4.5.2.3 Traitement environnemental et paysager des espaces non bâti et abords des constructions

Surfaces non imperméabilisées ou éco-aménageables Le coefficient biotope minimum fixé pour chaque opération de construction neuve est de 0,5 avec un minimum de 30% d’espaces verts de pleine terre. Le coefficient de biotope minimum fixé pour les opérations d’extension est de 0,4 avec un minimum de 30% d’espaces verts de pleine terre. En limite de zone agricole (zone A) ou de zone naturelle (zone N), le pourcentage de pleine terre minimum fixé pour chaque opération de construction neuve est de 40 %.

Espaces libres et de plantations, d'aires de jeux et de loisirs Les espaces libres non bâtis et non occupés par des aires de stationnement ou par des aires de jeux et de loisirs seront plantés à raison d’un arbre minimum, par tranche entamée de 50 m² de la superficie des espaces. La plantation d’espèces invasives est proscrite. La plantation d’espèces allergènes est déconseillée en cas de proximité avec d’autres nuisances telles que la pollution atmosphérique. Il est recommandé de privilégier la plantation de plantes indigènes adaptées au sol et au climat de la région parisienne et de diversifier les strates de végétation (végétation basse, arbustive et arborée).

Les plantations comportant plus de 5 arbres de haute tige devront être composées d’au moins 75 % d’espèces indigènes.

Sites et secteurs à protéger au titre de l'article L. 151-23 Pour les alignements d’arbres protégés au titre de l’article L.151-23 du code de l’urbanisme, repérés aux documents graphiques : Les arbres seront maintenus ou remplacés par des arbres d’essences indigènes adaptées aux conditions bioclimatiques. Leur abattage et leur remplacement sera autorisé pour des raisons phytosanitaires ou de dangerosité.

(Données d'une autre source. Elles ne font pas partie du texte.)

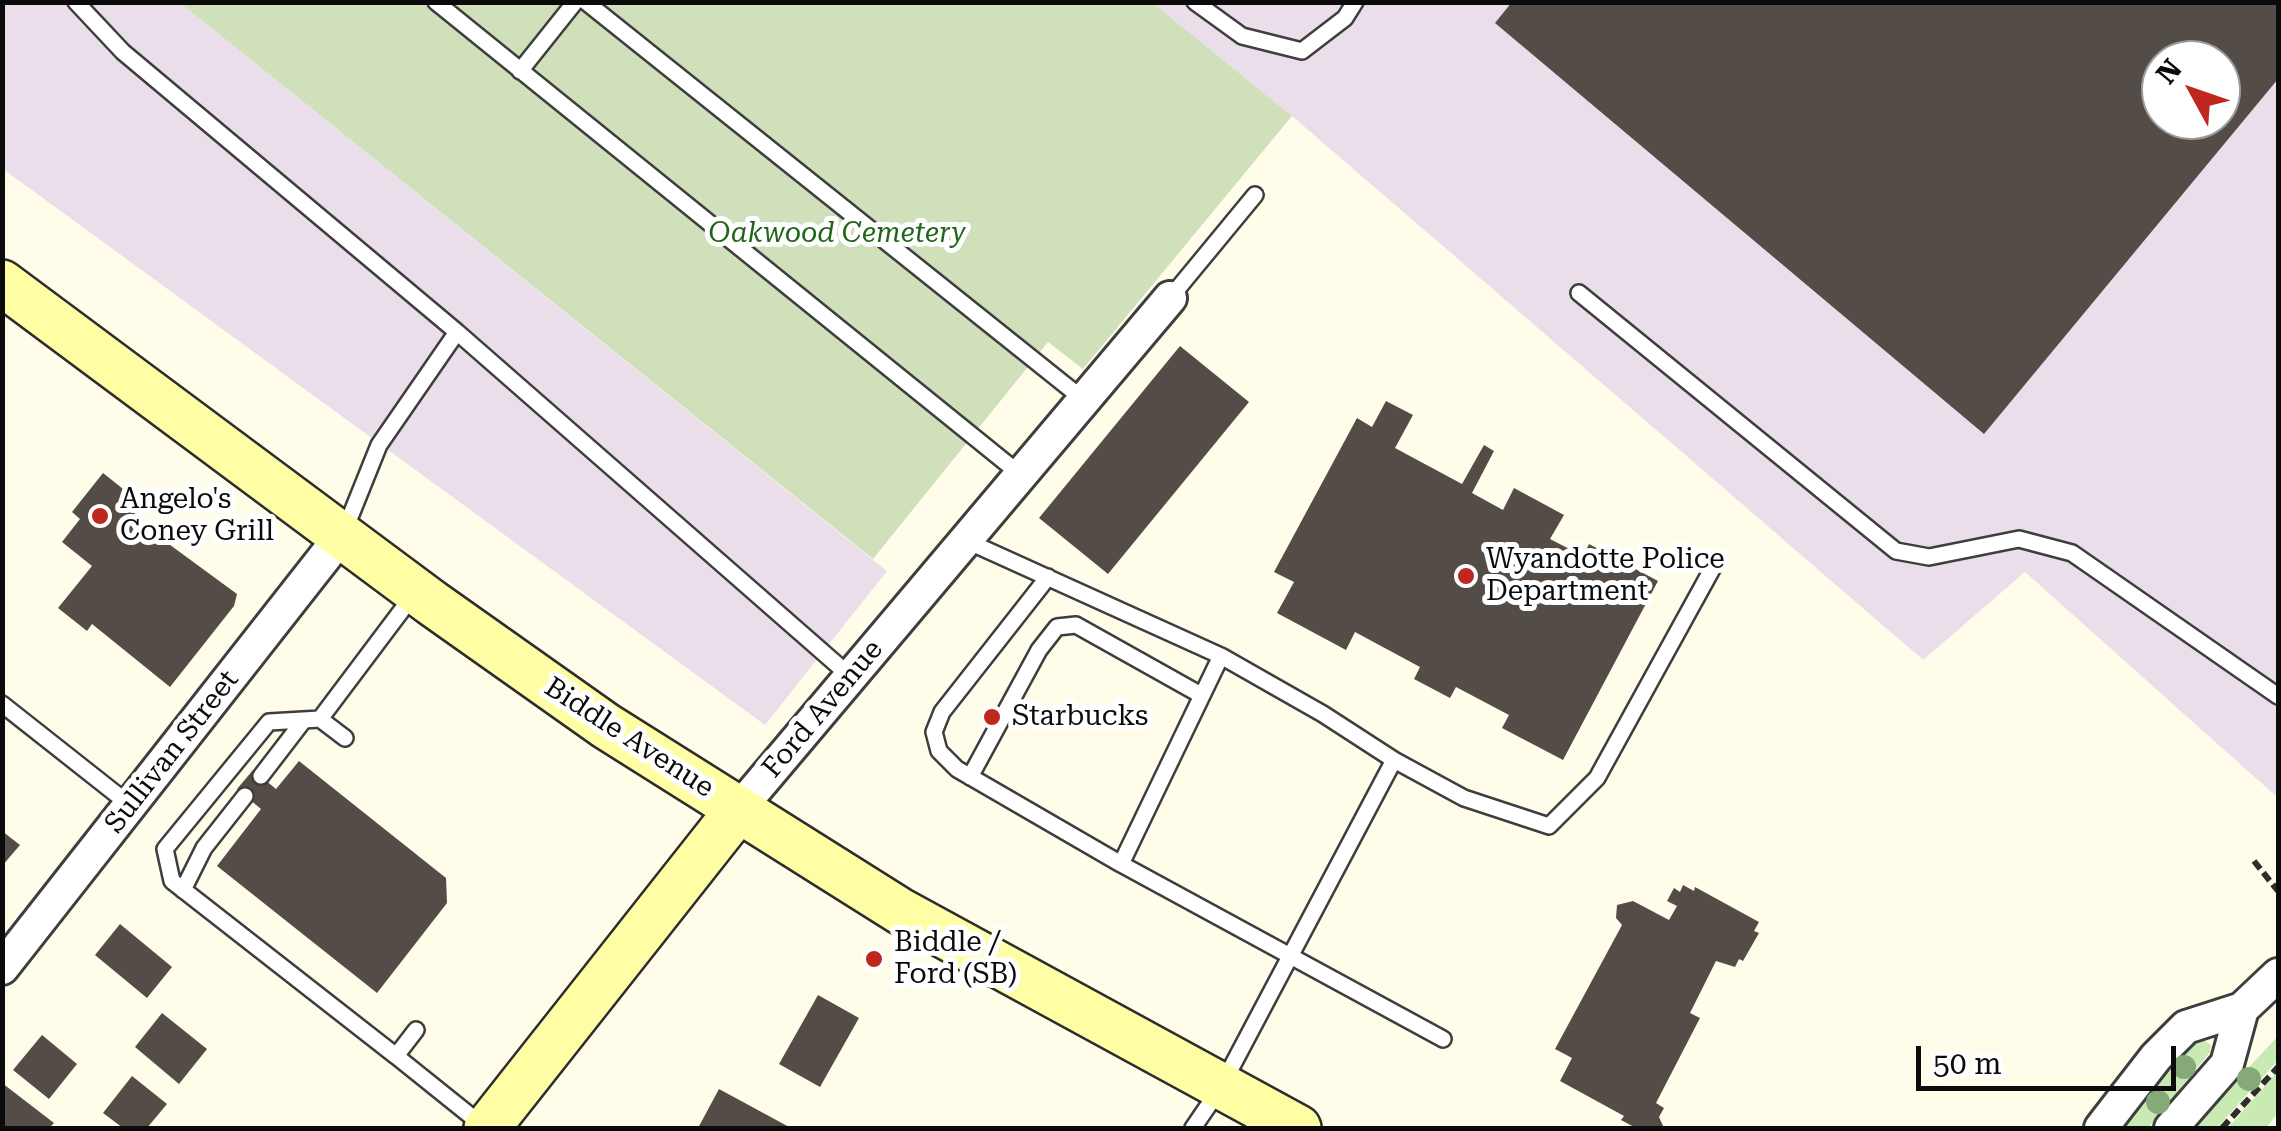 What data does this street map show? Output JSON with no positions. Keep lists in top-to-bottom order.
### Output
{
  "streets": {
    "main road": ["Ford Avenue", "Biddle Avenue"],
    "street": ["Sullivan Street"]
  },
  "crossings": [
    ["Ford Avenue", "Biddle Avenue"],
    ["Biddle Avenue", "Sullivan Street"]
  ],
  "parks": ["Oakwood Cemetery"],
  "places": [
    "Angelo's Coney Grill",
    "Wyandotte Police Department",
    "Starbucks",
    "Biddle / Ford (SB)"
  ],
  "scale_bar": "50 m",
  "north": "top left"
} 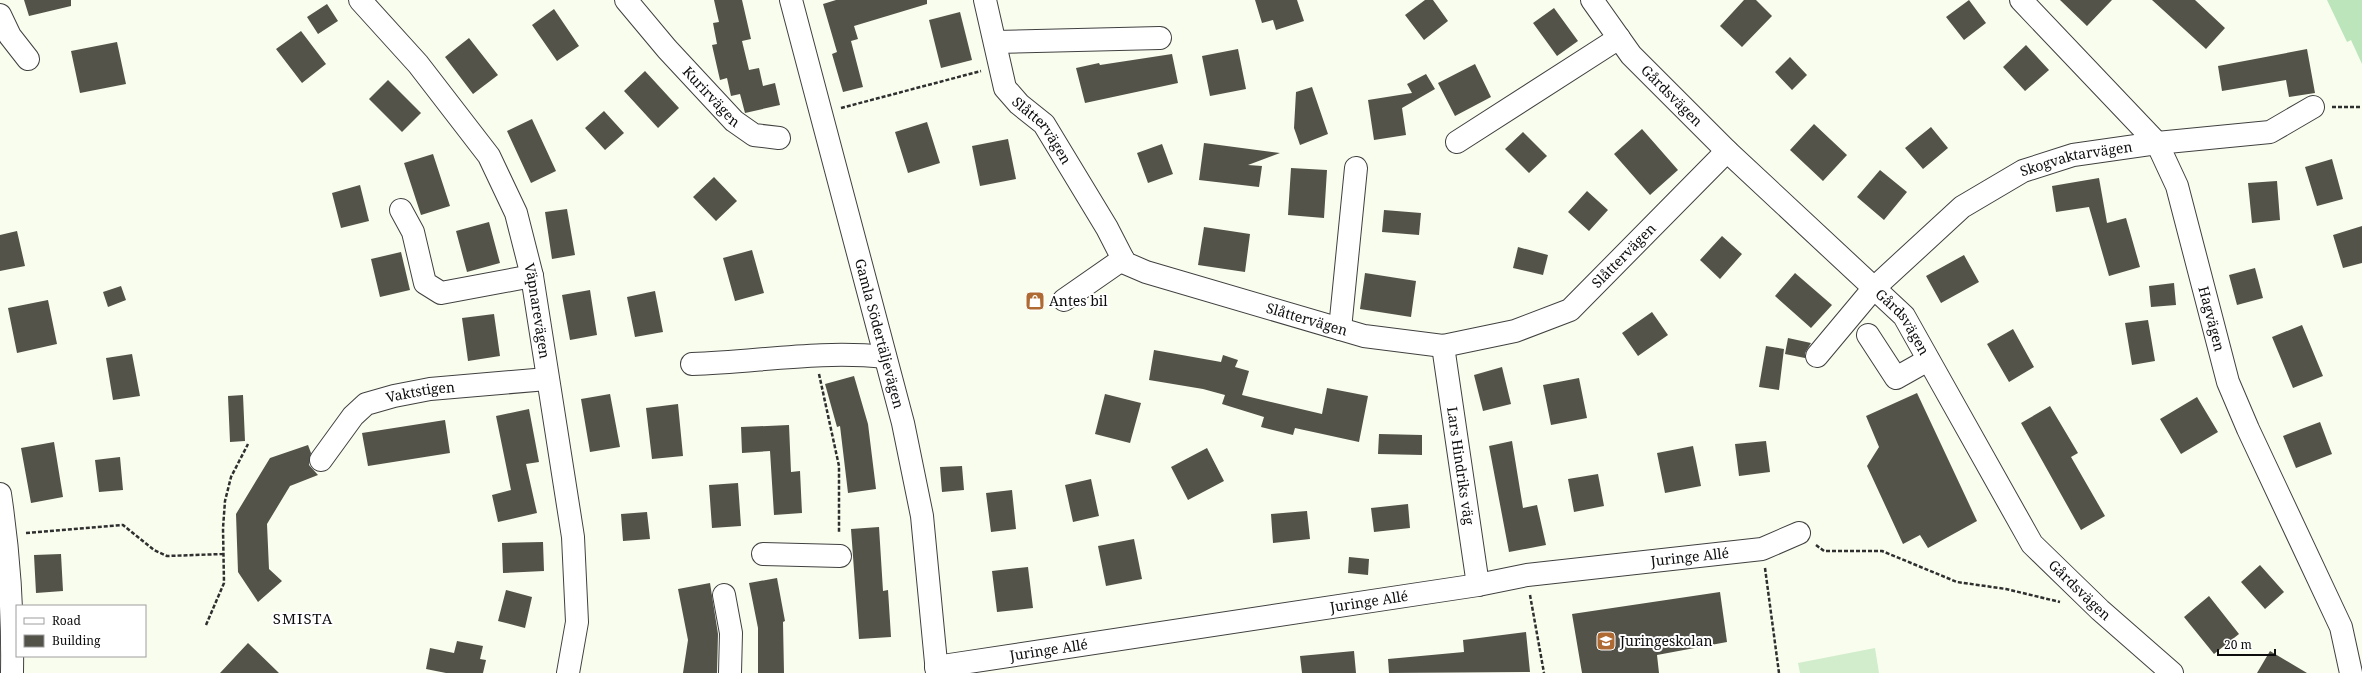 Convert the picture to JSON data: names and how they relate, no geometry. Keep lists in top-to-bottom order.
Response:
{
  "streets": {
    "street": [
      "Gårdsvägen",
      "Kurirvägen",
      "Slåttervägen",
      "Skogvaktarvägen",
      "Väpnarevägen",
      "Hagvägen",
      "Gamla Södertäljevägen",
      "Vaktstigen",
      "Lars Hindriks väg",
      "Juringe Allé"
    ]
  },
  "crossings": [
    ["Gårdsvägen", "Slåttervägen"],
    ["Gårdsvägen", "Skogvaktarvägen"],
    ["Slåttervägen", "Lars Hindriks väg"],
    ["Skogvaktarvägen", "Hagvägen"],
    ["Väpnarevägen", "Vaktstigen"],
    ["Gamla Södertäljevägen", "Juringe Allé"],
    ["Lars Hindriks väg", "Juringe Allé"]
  ],
  "districts": ["SMISTA"],
  "places": {
    "shop": ["Antes bil"],
    "school or university": ["Juringeskolan"]
  },
  "legend": ["Road", "Building"],
  "scale_bar": "20 m"
}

Dispositions spécifiques aux espaces paysagers protégés au titre de l’article L. 151-23 du code de l’urbanisme, repérés aux documents graphiques : L’ensemble de la surface de ces espaces sera conservé en pleine terre, avec une logique de continuité herbacée au sol. Les plantations existantes, notamment les arbres de haute tige, doivent être impérativement maintenues ou remplacées par des plantations d’essences indigènes adaptées aux conditions bioclimatiques.

Eaux pluviales et de ruissellement Les eaux pluviales issues des surfaces imperméabilisées présentant des risques de pollution liés au trafic ou aux activités seront traitées avant rejet dans le réseau pluvial de façon à réduire les sources de pollutions (cf. Schéma Directeur d’Assainissement en vigueur).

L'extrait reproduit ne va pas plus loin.